> **Work item**
What follows is a set of records; give them all back exactly.

*** Records for the task Section Begins ***

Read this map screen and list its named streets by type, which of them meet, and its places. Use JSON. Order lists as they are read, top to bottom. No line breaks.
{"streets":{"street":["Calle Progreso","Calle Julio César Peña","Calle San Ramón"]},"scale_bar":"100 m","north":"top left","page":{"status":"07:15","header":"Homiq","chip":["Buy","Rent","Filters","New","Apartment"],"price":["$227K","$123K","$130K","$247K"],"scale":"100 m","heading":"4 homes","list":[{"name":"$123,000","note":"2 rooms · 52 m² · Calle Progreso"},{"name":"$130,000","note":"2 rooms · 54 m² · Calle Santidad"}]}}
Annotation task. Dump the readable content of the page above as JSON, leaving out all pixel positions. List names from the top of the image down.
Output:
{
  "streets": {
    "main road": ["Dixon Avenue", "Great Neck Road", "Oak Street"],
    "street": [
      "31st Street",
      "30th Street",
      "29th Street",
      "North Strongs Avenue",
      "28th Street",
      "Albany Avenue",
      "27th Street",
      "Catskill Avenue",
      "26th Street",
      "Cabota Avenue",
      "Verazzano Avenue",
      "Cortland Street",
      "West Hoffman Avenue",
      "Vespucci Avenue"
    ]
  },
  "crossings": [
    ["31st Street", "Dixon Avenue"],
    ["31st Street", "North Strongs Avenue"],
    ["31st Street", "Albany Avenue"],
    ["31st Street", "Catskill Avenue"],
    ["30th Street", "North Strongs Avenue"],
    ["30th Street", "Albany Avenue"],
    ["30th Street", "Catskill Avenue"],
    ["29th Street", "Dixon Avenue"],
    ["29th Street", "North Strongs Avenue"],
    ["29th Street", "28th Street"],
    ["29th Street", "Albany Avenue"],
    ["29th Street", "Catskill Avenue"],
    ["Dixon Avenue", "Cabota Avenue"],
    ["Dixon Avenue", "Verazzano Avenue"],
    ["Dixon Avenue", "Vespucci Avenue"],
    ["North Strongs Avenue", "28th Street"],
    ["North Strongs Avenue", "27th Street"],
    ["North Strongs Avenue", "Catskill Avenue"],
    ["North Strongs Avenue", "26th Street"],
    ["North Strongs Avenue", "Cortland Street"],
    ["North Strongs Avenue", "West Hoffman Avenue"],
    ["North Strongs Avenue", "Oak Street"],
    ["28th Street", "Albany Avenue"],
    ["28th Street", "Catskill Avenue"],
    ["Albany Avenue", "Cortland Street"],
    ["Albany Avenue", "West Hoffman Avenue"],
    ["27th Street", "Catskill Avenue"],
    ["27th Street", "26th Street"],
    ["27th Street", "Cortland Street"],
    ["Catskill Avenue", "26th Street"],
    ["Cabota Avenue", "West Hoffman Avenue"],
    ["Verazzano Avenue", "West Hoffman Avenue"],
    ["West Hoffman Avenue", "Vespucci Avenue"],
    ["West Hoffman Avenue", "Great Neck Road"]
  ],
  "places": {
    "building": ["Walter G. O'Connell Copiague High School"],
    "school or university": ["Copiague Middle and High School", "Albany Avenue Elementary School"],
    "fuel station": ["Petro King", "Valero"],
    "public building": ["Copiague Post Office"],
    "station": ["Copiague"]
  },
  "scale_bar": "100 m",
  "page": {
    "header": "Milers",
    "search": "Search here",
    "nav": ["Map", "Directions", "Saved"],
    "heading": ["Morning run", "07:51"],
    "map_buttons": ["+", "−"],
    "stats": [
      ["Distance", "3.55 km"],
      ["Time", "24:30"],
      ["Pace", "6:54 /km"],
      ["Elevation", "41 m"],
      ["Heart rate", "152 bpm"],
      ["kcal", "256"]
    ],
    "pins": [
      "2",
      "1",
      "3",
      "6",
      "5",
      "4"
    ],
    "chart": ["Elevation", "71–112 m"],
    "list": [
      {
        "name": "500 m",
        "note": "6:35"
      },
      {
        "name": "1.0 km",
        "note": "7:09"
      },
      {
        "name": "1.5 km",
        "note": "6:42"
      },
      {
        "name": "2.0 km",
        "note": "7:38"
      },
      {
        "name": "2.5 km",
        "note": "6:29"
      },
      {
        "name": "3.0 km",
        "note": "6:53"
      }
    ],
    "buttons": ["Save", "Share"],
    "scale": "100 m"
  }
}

*** Records for the task Section Ends ***

> **Task response**
Read this map screen and list its named streets by type, which of them meet, and its places. Use JSON. Order lists as they are read, top to bottom. No line breaks.
{"streets":{"street":["Calle Progreso","Calle Julio César Peña","Calle San Ramón"]},"scale_bar":"100 m","north":"top left","page":{"status":"07:15","header":"Homiq","chip":["Buy","Rent","Filters","New","Apartment"],"price":["$227K","$123K","$130K","$247K"],"scale":"100 m","heading":"4 homes","list":[{"name":"$123,000","note":"2 rooms · 52 m² · Calle Progreso"},{"name":"$130,000","note":"2 rooms · 54 m² · Calle Santidad"}]}}
Annotation task. Dump the readable content of the page above as JSON, leaving out all pixel positions. List names from the top of the image down.
Output:
{
  "streets": {
    "main road": ["Dixon Avenue", "Great Neck Road", "Oak Street"],
    "street": [
      "31st Street",
      "30th Street",
      "29th Street",
      "North Strongs Avenue",
      "28th Street",
      "Albany Avenue",
      "27th Street",
      "Catskill Avenue",
      "26th Street",
      "Cabota Avenue",
      "Verazzano Avenue",
      "Cortland Street",
      "West Hoffman Avenue",
      "Vespucci Avenue"
    ]
  },
  "crossings": [
    ["31st Street", "Dixon Avenue"],
    ["31st Street", "North Strongs Avenue"],
    ["31st Street", "Albany Avenue"],
    ["31st Street", "Catskill Avenue"],
    ["30th Street", "North Strongs Avenue"],
    ["30th Street", "Albany Avenue"],
    ["30th Street", "Catskill Avenue"],
    ["29th Street", "Dixon Avenue"],
    ["29th Street", "North Strongs Avenue"],
    ["29th Street", "28th Street"],
    ["29th Street", "Albany Avenue"],
    ["29th Street", "Catskill Avenue"],
    ["Dixon Avenue", "Cabota Avenue"],
    ["Dixon Avenue", "Verazzano Avenue"],
    ["Dixon Avenue", "Vespucci Avenue"],
    ["North Strongs Avenue", "28th Street"],
    ["North Strongs Avenue", "27th Street"],
    ["North Strongs Avenue", "Catskill Avenue"],
    ["North Strongs Avenue", "26th Street"],
    ["North Strongs Avenue", "Cortland Street"],
    ["North Strongs Avenue", "West Hoffman Avenue"],
    ["North Strongs Avenue", "Oak Street"],
    ["28th Street", "Albany Avenue"],
    ["28th Street", "Catskill Avenue"],
    ["Albany Avenue", "Cortland Street"],
    ["Albany Avenue", "West Hoffman Avenue"],
    ["27th Street", "Catskill Avenue"],
    ["27th Street", "26th Street"],
    ["27th Street", "Cortland Street"],
    ["Catskill Avenue", "26th Street"],
    ["Cabota Avenue", "West Hoffman Avenue"],
    ["Verazzano Avenue", "West Hoffman Avenue"],
    ["West Hoffman Avenue", "Vespucci Avenue"],
    ["West Hoffman Avenue", "Great Neck Road"]
  ],
  "places": {
    "building": ["Walter G. O'Connell Copiague High School"],
    "school or university": ["Copiague Middle and High School", "Albany Avenue Elementary School"],
    "fuel station": ["Petro King", "Valero"],
    "public building": ["Copiague Post Office"],
    "station": ["Copiague"]
  },
  "scale_bar": "100 m",
  "page": {
    "header": "Milers",
    "search": "Search here",
    "nav": ["Map", "Directions", "Saved"],
    "heading": ["Morning run", "07:51"],
    "map_buttons": ["+", "−"],
    "stats": [
      ["Distance", "3.55 km"],
      ["Time", "24:30"],
      ["Pace", "6:54 /km"],
      ["Elevation", "41 m"],
      ["Heart rate", "152 bpm"],
      ["kcal", "256"]
    ],
    "pins": [
      "2",
      "1",
      "3",
      "6",
      "5",
      "4"
    ],
    "chart": ["Elevation", "71–112 m"],
    "list": [
      {
        "name": "500 m",
        "note": "6:35"
      },
      {
        "name": "1.0 km",
        "note": "7:09"
      },
      {
        "name": "1.5 km",
        "note": "6:42"
      },
      {
        "name": "2.0 km",
        "note": "7:38"
      },
      {
        "name": "2.5 km",
        "note": "6:29"
      },
      {
        "name": "3.0 km",
        "note": "6:53"
      }
    ],
    "buttons": ["Save", "Share"],
    "scale": "100 m"
  }
}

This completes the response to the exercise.